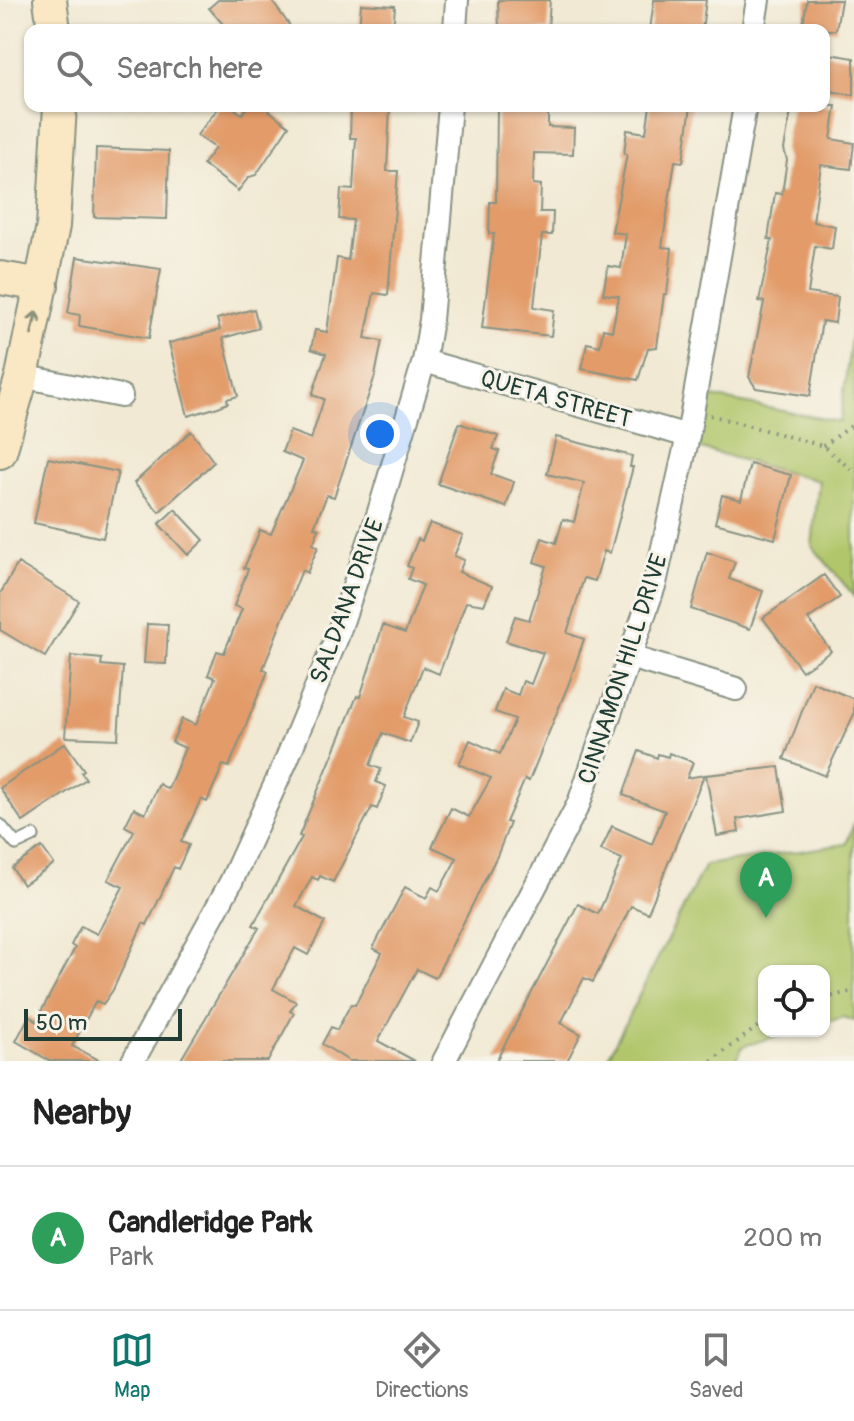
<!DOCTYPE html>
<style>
:root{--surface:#fff;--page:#f2f2f2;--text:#222;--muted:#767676;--line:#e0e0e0;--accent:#0f766e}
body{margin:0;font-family:Pangolin,sans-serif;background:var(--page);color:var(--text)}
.controls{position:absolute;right:24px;bottom:24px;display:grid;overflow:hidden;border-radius:16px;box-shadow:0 2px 6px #0004}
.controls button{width:72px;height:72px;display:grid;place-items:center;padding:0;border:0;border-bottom:2px solid var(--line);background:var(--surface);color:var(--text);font:40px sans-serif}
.scale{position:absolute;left:24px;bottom:20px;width:158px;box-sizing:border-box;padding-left:8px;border:4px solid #1f3d34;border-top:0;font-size:22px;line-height:28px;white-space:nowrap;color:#1f3d34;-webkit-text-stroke:6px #f7f3e8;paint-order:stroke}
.you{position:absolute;left:380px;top:434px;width:28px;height:28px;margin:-20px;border:6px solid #fff;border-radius:50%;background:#1a73e8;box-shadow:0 0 0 12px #1a73e833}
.badge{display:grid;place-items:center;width:52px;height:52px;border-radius:50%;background:var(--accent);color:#fff;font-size:26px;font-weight:700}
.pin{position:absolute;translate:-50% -66px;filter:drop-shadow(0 2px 4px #0008)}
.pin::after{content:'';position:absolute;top:42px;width:28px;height:24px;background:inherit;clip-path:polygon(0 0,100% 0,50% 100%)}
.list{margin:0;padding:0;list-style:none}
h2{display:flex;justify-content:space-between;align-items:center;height:104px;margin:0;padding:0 32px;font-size:34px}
h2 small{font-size:26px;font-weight:400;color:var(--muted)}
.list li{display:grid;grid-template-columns:52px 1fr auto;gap:24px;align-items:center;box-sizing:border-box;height:144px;padding:0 32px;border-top:2px solid var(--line)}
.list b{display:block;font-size:30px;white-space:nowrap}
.list p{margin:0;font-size:26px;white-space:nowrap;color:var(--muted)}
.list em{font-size:26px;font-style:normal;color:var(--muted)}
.icon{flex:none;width:44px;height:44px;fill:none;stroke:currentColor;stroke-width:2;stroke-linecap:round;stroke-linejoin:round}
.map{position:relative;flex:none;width:854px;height:1061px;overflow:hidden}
.search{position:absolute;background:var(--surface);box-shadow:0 2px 6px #0004;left:24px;right:24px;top:24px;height:88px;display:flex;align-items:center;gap:20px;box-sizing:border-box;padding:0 28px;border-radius:16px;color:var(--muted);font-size:30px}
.sheet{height:248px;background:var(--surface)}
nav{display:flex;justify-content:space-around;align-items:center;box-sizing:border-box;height:112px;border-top:2px solid var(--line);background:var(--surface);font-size:22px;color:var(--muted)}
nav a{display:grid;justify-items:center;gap:4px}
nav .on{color:var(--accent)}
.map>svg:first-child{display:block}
</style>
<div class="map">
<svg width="854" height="1061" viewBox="0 0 854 1061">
<rect width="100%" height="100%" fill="#f7f3e8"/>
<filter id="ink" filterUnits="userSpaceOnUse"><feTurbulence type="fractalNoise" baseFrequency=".0125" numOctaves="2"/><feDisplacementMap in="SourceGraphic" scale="16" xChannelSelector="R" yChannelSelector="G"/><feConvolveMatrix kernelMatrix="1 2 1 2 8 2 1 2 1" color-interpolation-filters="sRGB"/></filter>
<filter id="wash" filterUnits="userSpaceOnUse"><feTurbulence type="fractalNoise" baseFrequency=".006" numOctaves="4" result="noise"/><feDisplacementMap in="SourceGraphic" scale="32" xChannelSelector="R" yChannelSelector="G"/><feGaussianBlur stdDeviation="1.8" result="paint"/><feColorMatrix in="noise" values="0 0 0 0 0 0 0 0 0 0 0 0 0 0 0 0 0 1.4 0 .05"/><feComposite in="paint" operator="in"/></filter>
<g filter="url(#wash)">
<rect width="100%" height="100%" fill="#f1e9d3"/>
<path fill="#b1c66b" stroke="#688250" stroke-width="2" d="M854,315V596L812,546L819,481L694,447L707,396L840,422Z
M854,823V1021L843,1017L824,1023V971H764V1031H795L743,1046L735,1061H606L705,865L846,844Z"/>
<g id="blocks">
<path fill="#e29b69" d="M218,0H271L293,30H228L209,8Z
M498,0H550L548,30H499Z
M654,0H706L702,30H650Z
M807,0H841L836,30H802Z
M361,4L395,6L393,30H359Z
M824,53L854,58V95L824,90Z
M220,106H231L242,114L248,106H263L289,126L256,175L249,177L238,191L203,164L215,148L197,135Z
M351,106H390L387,171H398L388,295L374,293L365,338L382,341L375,376L334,497L327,495L314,527L319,529L313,544L318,547L307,573L302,570L263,669L268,671L229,767L223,765L207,802L201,799L181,842L189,845L178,869L174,867L147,925L143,923L113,990L103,1004L96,1001L72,1046L101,1061H50L16,1041L29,1016L36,1021L75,948L71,945L81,926L97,934L123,887L108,880L134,831L125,826L134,808L145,814L159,784L168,789L185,748L172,742L182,719L196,725L215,678L208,675L217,651L224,653L242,609L234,606L248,569L244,568L260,530L271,534L303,461L282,452L290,431L311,439L324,399L312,395L326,354L311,349L315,330L327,332L337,258L348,260L353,220L339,219L341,189L353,190L356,138H350Z
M497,106H536V112H548V127L574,128L573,154L534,153L533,184L541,185L540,212H553L552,235H542L534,307L554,310L551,336L482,328L494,234H489L490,202H496Z
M650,106H691L683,162L675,161L662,247L672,248L667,294H664L657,347L648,348L638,380L582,369L587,343L600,346L603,329L612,331L619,296L603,294L608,266L621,268L626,234L612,232L627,154H624L627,130L646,133Z
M792,106H836L831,139L854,143L851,169L821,165L813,222L835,226L832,249L815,246L808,293L838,297L835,323L822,321L810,396L756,388L749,377L764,302L759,301L772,240L768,239L775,193L782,194L787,160L784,149Z
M96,148L169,151L167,219L94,217Z
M77,257L161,269L149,338L79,326L80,315L68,313Z
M254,309L259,328L223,338L238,396L227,399L228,403L218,407L188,416L169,343L220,330L217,319Z
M459,423L498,436L493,449L499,451L491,474L514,482L506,507L438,484Z
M191,431L214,462L159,512L134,483Z
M556,437L632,456L630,467H633L610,553L604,551L595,581L584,578L567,633L584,639L569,683L529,781L525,779L506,822L510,823L497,856L446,957L435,978L417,969L378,1041L415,1061H349L322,1044L331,1027L337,1030L351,1004L355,1005L382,953L373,948L405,887L426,898L432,887L439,891L457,858L432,847L451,808L469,817L491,778L459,764L470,740L500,754L515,719L495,712L503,689L518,695L523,681L531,684L543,653L506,641L515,616L529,620L546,566L534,562L542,538L556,543L563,519L574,522L584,483L547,474Z
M48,458L118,472L103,538L34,523Z
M750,464L791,475L775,539L715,523L722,495L741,500Z
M175,509L204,540L188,555L159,524Z
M430,523L463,535L454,556L464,560L459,572L492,586L484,605L466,602L439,674L423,667L404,717L418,722L410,743L383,733L370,765L381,769L376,782L386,786L377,809L372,807L333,882L320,876L318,880L312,877L296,906L325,922L308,955L295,948L273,989L296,1002L290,1011L294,1013L268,1061H180L259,928L253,925L302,837L299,836L357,696L360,697L383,625L405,633L423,585L408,579L412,568L407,566L418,539L422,541Z
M707,552L735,562L729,579L763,591L750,629L691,609Z
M18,563L79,601L45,657L0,630V594Z
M824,575L840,597L808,619L831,651L802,671L763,618Z
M147,624L168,625L166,664L144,663Z
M71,656L102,659L101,665L123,667L118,739L65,737Z
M813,682L854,699V714L825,776L784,759Z
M65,743L84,770L81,772L86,779L23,822L0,788Z
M639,751L657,758L658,754L668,757L669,753L693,762L687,778L704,775L648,913L631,906L593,982L584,978L561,1023L581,1034L567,1061H496L578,904L598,914L622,859L601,850L612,826L652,844L665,811L623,795Z
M779,767L786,811L737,819L739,832L717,836L706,775Z
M42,847L54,864L23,885L12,868Z"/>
</g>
</g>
<g filter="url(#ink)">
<use href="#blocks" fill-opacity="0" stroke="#889384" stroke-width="2"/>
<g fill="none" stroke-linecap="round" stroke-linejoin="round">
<g stroke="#889384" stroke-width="15">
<path id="service" d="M0,825L16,844L33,836"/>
</g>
<g stroke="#889384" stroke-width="26">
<path id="minor" d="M455,30L457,0
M753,30L758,0
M424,361L688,436
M22,376L121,396
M630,657L736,689
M133,1061L231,882L286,761L337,637L379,512L424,361L431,320L450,106
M444,1061L579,803L655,583L688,436L745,106"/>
</g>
<g stroke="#889384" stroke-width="36">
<path id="secondary" d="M50,0L54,30
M0,278L42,285
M0,452L22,376L53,226L60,106"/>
</g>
<path stroke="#889384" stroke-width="4" stroke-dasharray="2 6" stroke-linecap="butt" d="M710,415L823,446L854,472
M823,446L854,424
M824,998L854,991
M711,1061L764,1022"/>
<use href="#service" stroke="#fff" stroke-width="11"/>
<use href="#minor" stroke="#fff" stroke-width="22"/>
<use href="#secondary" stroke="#fae7c3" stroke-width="32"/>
</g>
<defs><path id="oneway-shaft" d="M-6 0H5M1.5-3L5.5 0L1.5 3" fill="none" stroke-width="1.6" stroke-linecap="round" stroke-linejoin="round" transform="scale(2)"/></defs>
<use stroke="#8c927c" href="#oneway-shaft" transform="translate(34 323) rotate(-78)"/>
</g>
<g text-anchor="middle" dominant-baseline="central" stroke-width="6" stroke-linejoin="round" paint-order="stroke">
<g font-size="24" fill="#1f3d34" stroke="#f7f3e8">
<text transform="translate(556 399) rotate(16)">QUETA STREET</text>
<text transform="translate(347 601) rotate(-70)">SALDANA DRIVE</text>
<text transform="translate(623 669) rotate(-72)">CINNAMON HILL DRIVE</text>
</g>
</g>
</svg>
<div class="controls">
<button><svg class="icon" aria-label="locate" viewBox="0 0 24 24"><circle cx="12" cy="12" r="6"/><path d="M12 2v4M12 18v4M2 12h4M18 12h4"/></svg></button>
</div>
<div class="scale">50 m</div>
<div class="you"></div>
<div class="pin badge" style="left:766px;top:918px;background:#2e9e5b">A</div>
<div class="search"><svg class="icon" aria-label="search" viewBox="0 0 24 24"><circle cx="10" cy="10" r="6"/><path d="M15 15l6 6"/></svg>Search here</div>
</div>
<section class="sheet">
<h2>Nearby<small></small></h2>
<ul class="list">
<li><span class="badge" style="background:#2e9e5b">A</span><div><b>Candleridge Park</b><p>Park</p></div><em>200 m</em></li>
</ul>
</section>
<nav>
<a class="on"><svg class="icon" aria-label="map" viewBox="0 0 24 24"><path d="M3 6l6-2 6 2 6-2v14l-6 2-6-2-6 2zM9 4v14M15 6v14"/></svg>Map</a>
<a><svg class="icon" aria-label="directions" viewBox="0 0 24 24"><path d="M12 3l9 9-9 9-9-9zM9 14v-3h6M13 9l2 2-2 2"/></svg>Directions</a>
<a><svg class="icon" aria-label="saved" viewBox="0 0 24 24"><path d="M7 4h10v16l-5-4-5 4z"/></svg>Saved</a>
</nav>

TASK INSTRUCTIONS: Each line above that contains the string "feTurbulence" should be identified and copied.

RESULT OF THIS TASK:
<filter id="ink" filterUnits="userSpaceOnUse"><feTurbulence type="fractalNoise" baseFrequency=".0125" numOctaves="2"/><feDisplacementMap in="SourceGraphic" scale="16" xChannelSelector="R" yChannelSelector="G"/><feConvolveMatrix kernelMatrix="1 2 1 2 8 2 1 2 1" color-interpolation-filters="sRGB"/></filter>
<filter id="wash" filterUnits="userSpaceOnUse"><feTurbulence type="fractalNoise" baseFrequency=".006" numOctaves="4" result="noise"/><feDisplacementMap in="SourceGraphic" scale="32" xChannelSelector="R" yChannelSelector="G"/><feGaussianBlur stdDeviation="1.8" result="paint"/><feColorMatrix in="noise" values="0 0 0 0 0 0 0 0 0 0 0 0 0 0 0 0 0 1.4 0 .05"/><feComposite in="paint" operator="in"/></filter>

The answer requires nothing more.